My father sent me from Pentos to study the Dothraki people, to learn their ways and language, so as to help our Magisters foster a more balanced economic relationship with the horse lords beyond the current “pay them not to kill us and burn our city” arrangement. The khal could not have been more generous in allowing me to stay in his khalasar. He has commanded his people to give me an incredibly old and feeble horse (messih); for a foreigner among the Dothraki, this is considered a sign of great respect, as those who walk are, in their eyes, the lowest of the low.

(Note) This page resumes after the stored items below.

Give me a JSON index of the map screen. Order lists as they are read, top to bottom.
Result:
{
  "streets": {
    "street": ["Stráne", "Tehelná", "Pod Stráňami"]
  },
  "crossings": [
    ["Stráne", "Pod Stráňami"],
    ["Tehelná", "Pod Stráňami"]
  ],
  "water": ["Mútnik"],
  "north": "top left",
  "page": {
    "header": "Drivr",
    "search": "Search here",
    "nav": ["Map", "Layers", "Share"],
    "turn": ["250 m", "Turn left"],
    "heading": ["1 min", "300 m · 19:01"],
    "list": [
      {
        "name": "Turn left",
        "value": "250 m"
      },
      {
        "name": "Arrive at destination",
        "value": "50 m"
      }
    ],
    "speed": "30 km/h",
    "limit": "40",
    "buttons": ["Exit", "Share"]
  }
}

When I was delivered to the khal’s presence, he looked upon me with a fearsome gaze. Every part of my body quaked. I then presented him with a chest of gold coins and two barrels of wine, the agreed-upon price for my safe harbor with his khalasar, and spoke the message that I had memorized mnemonically.
Vezhven Khal Hrakkar,
M’achamaroon ma Magisters Pentoshi. Kisha qafat yer fichat jin rakh. Me toki sekke. Me dirgat me vekhat rekke ezolat lekh Dothraki. Kisha zalat mra vaes kishi. Me venat vikeesi ma vos kisha addrivat me, haji mai mae ray san hrazef. Jinne gold ma sewafikh.1
“Greetings from the Magisters of Pentos. We want you to take this boy. He is very stupid. He thinks he’s there to learn Dothraki. We just want him out of our city. He is annoying but we won’t kill him because his mother is very wealthy. Here is gold and wine.”

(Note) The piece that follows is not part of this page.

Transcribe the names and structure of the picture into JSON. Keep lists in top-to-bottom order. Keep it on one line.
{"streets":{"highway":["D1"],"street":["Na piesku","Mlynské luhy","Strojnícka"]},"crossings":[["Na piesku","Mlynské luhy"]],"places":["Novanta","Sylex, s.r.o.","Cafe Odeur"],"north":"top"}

The khal heard these words and his warlike visage melted as if springtime had opened upon his heart, and he laughed for what seemed like a really, really long time. Everyone in his tent roared along with him. What a scene! I shall not soon forget the way these hardened warriors clapped me upon the shoulders and back (with such force that the bruises are still visible), laughing warmly, and, wiping tears from their eyes, greeted me as if I were one of their long-absent brethren, now returned to the fold.

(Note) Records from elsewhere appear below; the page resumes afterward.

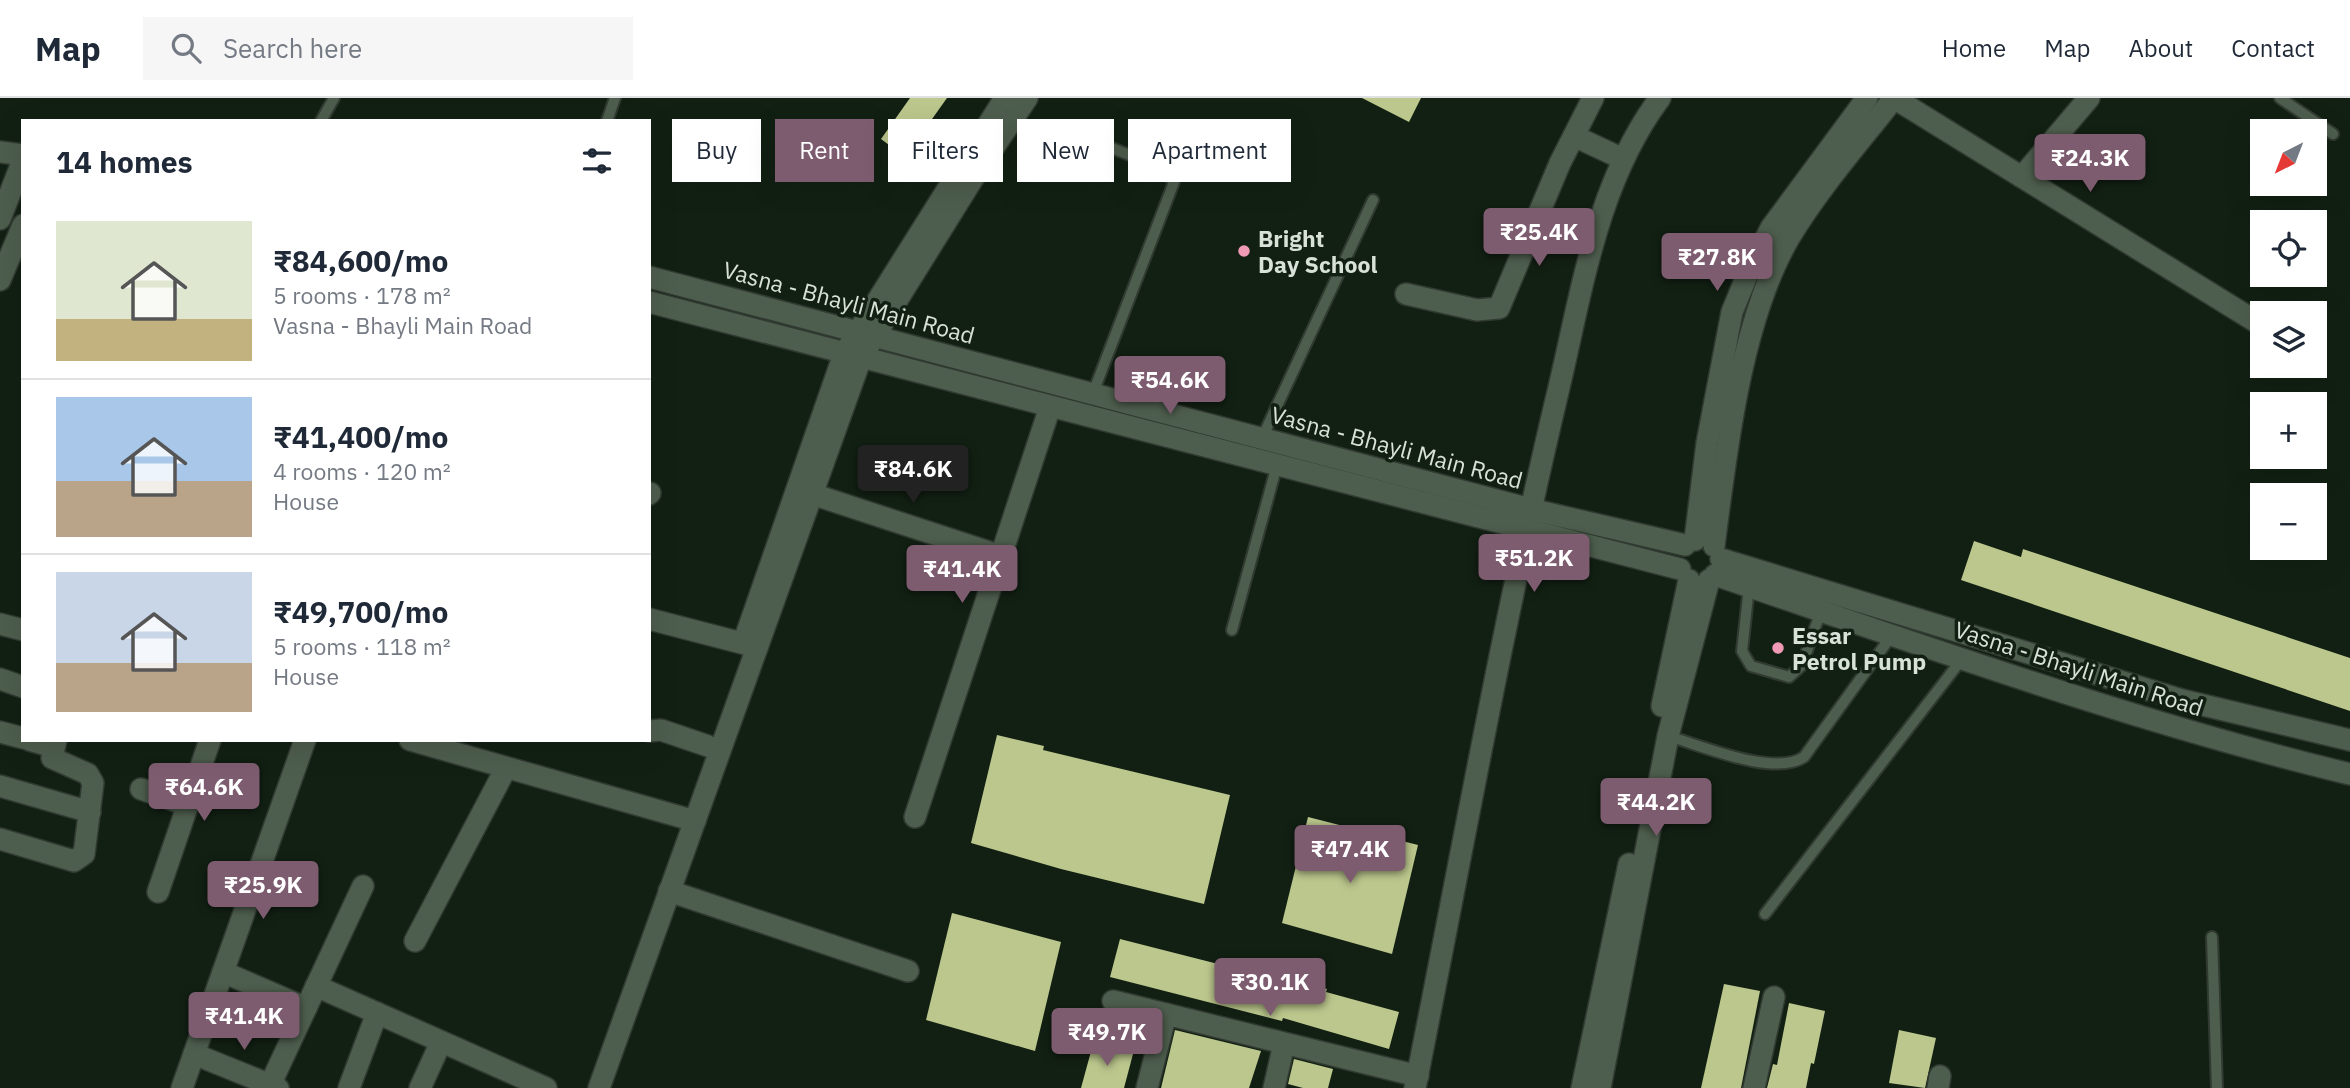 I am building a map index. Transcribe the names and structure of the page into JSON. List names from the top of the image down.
{
  "streets": {
    "street": ["Vasna - Bhayli Main Road"]
  },
  "places": ["Bright Day School", "Essar Petrol Pump"],
  "north": "bottom left",
  "page": {
    "header": "Map",
    "search": "Search here",
    "nav": [
      "Home",
      "Map",
      "About",
      "Contact"
    ],
    "map_buttons": ["+", "−"],
    "chip": [
      "Buy",
      "Rent",
      "Filters",
      "New",
      "Apartment"
    ],
    "heading": "14 homes",
    "price": [
      "₹24.3K",
      "₹25.4K",
      "₹27.8K",
      "₹54.6K",
      "₹84.6K",
      "₹51.2K",
      "₹41.4K",
      "₹64.6K",
      "₹44.2K",
      "₹47.4K",
      "₹25.9K",
      "₹30.1K",
      "₹41.4K",
      "₹49.7K"
    ],
    "list": [
      {
        "name": "₹84,600/mo",
        "note": "5 rooms · 178 m² · Vasna - Bhayli Main Road"
      },
      {
        "name": "₹41,400/mo",
        "note": "4 rooms · 120 m² · House"
      },
      {
        "name": "₹49,700/mo",
        "note": "5 rooms · 118 m² · House"
      }
    ]
  }
}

Then the khal, still laughing, his eyes wet from his exhortations, the bells in his enormous braid jingling, snapped his fingers, and the horse was brought in. He presented me the reins by his very hand, then handed me a special cloak called a shor nhomi,2 which marks me as an important ambassador and acts, effectively, as my passport among the khalasar.
The horse rides easily enough. Once it is roused from its natural stupor, that is. This requires me to strike the animal quite hard upon its head with a decent-size stick (a kerikh) whilst screaming “Havolat!” 3 which is apparently the beast’s name. Once Havolat is awoken, several more strikes upon his rump, coupled with vigorous kicks to the ribs, are required to start him moving forward. I frequently find myself quite exhausted just from this usually simple process of prodding a horse to motion.
“to move weakly”
Also, and quite unfortunately, Havolat has terrible breath. Just ghastly. In truth, the humors emitted from the front of the animal are worse than those that issue from its rear. I noticed this about the animal — I could not help it, quite honestly — that first day in the khal’s tent, but, of course, protocol requires that I not register this in his presence (even though many of his warriors were not so decorous and openly pinched their nostrils at the stench, which is crazy because these guys smell dead bodies all the time). Because, again, this is a great, great honor.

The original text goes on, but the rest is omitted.